YOUR GOAL: Give back exactly the lines of the material below that start at the line containing "into JSON. Keep lists in top-to-bottom order." and end at the line containing "Task: Transcribe the", and no others.

EXERCISE MATERIALS:
=== Begin Enclosure ===

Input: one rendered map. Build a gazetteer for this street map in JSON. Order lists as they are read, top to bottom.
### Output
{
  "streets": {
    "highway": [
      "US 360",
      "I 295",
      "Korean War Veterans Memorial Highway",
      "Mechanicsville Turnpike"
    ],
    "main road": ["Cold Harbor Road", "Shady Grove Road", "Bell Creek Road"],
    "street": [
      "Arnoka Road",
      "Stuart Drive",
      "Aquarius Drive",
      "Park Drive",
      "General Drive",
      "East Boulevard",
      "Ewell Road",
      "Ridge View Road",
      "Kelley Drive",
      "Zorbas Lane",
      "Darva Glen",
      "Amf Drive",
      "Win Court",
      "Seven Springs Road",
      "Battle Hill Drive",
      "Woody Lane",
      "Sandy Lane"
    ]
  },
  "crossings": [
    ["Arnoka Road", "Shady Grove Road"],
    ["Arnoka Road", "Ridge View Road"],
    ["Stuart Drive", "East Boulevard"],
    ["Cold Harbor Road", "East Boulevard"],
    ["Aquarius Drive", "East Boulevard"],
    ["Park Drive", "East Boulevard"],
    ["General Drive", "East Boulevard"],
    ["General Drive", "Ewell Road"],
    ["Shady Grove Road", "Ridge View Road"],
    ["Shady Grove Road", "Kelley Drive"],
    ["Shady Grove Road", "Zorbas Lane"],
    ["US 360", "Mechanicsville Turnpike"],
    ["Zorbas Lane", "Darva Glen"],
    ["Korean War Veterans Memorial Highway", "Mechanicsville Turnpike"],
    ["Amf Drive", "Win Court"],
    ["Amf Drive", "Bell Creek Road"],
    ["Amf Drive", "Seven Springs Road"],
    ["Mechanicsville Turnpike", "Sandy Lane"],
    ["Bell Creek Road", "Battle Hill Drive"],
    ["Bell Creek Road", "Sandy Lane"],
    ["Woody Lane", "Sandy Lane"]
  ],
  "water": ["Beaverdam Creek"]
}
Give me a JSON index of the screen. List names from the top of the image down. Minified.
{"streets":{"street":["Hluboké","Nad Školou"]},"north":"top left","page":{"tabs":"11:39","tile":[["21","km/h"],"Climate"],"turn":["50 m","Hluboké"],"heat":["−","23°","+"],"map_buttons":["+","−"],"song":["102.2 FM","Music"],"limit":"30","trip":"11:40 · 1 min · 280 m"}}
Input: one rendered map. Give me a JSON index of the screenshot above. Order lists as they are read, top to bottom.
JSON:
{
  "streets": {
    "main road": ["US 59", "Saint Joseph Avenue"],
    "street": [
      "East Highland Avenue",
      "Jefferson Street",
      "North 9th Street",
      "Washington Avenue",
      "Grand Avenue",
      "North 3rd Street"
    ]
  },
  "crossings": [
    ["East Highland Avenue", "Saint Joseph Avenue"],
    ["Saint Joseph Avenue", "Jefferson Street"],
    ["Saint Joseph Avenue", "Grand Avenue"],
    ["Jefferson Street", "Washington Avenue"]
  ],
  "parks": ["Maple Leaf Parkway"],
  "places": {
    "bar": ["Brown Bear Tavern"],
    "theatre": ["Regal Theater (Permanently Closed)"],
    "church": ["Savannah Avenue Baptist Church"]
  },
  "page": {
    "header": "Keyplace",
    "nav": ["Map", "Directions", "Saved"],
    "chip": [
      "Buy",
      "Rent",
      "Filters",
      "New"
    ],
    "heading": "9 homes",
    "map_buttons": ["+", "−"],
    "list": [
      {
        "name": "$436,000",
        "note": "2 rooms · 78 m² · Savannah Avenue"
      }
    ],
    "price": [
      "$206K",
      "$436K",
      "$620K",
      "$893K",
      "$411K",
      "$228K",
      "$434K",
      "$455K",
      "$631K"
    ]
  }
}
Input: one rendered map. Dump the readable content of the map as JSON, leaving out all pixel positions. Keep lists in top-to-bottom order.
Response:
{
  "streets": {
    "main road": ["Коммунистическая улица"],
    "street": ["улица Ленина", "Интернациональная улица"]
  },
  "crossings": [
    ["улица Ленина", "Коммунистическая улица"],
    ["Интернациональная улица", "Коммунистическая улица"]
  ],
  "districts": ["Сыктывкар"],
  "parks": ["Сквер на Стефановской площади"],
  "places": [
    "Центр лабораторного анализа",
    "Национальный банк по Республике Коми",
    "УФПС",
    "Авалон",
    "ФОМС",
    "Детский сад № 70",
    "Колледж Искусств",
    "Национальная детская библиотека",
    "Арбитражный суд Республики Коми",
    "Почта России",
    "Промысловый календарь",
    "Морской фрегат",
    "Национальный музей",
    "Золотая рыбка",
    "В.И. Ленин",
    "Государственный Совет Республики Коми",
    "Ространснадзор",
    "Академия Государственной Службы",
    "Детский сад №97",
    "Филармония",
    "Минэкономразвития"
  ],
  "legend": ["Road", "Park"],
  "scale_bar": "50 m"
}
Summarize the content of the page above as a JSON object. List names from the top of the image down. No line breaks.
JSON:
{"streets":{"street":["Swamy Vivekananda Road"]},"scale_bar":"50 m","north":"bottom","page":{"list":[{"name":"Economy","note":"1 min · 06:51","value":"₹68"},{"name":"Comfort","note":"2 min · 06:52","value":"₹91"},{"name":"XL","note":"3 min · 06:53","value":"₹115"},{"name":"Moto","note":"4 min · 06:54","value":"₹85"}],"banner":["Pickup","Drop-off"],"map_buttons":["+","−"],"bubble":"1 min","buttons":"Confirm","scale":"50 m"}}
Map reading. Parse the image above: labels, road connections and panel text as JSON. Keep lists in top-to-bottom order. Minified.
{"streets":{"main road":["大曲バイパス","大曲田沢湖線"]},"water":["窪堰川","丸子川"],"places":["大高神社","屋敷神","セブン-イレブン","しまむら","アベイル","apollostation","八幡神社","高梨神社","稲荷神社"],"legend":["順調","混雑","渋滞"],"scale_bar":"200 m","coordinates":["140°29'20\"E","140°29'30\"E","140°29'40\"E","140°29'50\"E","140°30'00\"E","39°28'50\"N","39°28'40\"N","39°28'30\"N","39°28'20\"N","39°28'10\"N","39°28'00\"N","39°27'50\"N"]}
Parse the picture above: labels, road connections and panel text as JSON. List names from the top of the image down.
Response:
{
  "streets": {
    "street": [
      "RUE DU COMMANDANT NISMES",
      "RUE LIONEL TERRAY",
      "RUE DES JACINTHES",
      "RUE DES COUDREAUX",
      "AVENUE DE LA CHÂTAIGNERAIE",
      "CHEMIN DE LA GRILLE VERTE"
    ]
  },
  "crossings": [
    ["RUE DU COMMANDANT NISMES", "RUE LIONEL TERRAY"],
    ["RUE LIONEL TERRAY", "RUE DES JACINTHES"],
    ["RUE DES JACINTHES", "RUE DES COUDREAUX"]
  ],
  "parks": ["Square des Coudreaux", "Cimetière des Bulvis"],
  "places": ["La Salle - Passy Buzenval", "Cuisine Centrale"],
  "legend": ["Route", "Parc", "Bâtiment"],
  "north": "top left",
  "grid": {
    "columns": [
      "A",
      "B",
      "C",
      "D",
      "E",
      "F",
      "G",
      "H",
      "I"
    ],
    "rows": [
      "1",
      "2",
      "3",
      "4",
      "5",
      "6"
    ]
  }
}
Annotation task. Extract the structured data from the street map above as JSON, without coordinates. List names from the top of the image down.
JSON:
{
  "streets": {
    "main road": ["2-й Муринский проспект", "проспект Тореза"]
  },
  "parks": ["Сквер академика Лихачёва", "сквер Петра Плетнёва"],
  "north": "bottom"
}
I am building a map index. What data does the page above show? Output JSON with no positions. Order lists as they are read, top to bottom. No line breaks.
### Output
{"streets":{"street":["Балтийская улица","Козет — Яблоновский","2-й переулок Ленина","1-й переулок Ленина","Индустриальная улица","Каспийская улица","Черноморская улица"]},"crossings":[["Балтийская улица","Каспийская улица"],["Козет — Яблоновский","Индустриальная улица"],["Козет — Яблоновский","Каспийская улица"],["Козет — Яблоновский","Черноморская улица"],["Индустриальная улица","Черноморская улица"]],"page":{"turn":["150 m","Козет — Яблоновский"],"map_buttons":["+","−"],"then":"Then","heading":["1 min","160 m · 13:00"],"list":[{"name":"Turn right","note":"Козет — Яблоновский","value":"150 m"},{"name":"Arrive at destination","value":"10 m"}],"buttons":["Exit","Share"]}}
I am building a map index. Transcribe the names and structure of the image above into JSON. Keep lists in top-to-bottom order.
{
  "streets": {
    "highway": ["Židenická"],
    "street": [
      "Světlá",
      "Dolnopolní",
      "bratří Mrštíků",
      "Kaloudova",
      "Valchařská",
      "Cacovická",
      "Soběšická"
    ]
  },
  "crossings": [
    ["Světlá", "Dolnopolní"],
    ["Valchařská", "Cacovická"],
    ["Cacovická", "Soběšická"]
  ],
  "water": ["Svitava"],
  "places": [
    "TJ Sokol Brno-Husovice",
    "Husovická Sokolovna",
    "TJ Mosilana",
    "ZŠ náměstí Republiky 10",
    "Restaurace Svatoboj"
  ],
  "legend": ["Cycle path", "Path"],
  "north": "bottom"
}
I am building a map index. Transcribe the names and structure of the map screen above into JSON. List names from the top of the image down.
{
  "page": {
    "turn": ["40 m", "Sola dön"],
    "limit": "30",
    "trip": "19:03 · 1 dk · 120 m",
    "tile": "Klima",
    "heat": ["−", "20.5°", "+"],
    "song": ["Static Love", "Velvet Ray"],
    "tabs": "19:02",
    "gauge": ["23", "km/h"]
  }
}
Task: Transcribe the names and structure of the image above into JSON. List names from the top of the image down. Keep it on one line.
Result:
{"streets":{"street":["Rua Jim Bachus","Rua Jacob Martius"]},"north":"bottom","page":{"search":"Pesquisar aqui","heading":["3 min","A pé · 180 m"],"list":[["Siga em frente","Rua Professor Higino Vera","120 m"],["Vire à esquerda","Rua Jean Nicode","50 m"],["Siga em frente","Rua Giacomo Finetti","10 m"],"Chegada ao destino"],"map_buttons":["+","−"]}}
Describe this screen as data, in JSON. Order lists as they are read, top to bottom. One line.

=== End Enclosure ===

TASK ANSWER:
I am building a map index. Transcribe the names and structure of the image above into JSON. Keep lists in top-to-bottom order.
{
  "streets": {
    "highway": ["Židenická"],
    "street": [
      "Světlá",
      "Dolnopolní",
      "bratří Mrštíků",
      "Kaloudova",
      "Valchařská",
      "Cacovická",
      "Soběšická"
    ]
  },
  "crossings": [
    ["Světlá", "Dolnopolní"],
    ["Valchařská", "Cacovická"],
    ["Cacovická", "Soběšická"]
  ],
  "water": ["Svitava"],
  "places": [
    "TJ Sokol Brno-Husovice",
    "Husovická Sokolovna",
    "TJ Mosilana",
    "ZŠ náměstí Republiky 10",
    "Restaurace Svatoboj"
  ],
  "legend": ["Cycle path", "Path"],
  "north": "bottom"
}
I am building a map index. Transcribe the names and structure of the map screen above into JSON. List names from the top of the image down.
{
  "page": {
    "turn": ["40 m", "Sola dön"],
    "limit": "30",
    "trip": "19:03 · 1 dk · 120 m",
    "tile": "Klima",
    "heat": ["−", "20.5°", "+"],
    "song": ["Static Love", "Velvet Ray"],
    "tabs": "19:02",
    "gauge": ["23", "km/h"]
  }
}
Task: Transcribe the names and structure of the image above into JSON. List names from the top of the image down. Keep it on one line.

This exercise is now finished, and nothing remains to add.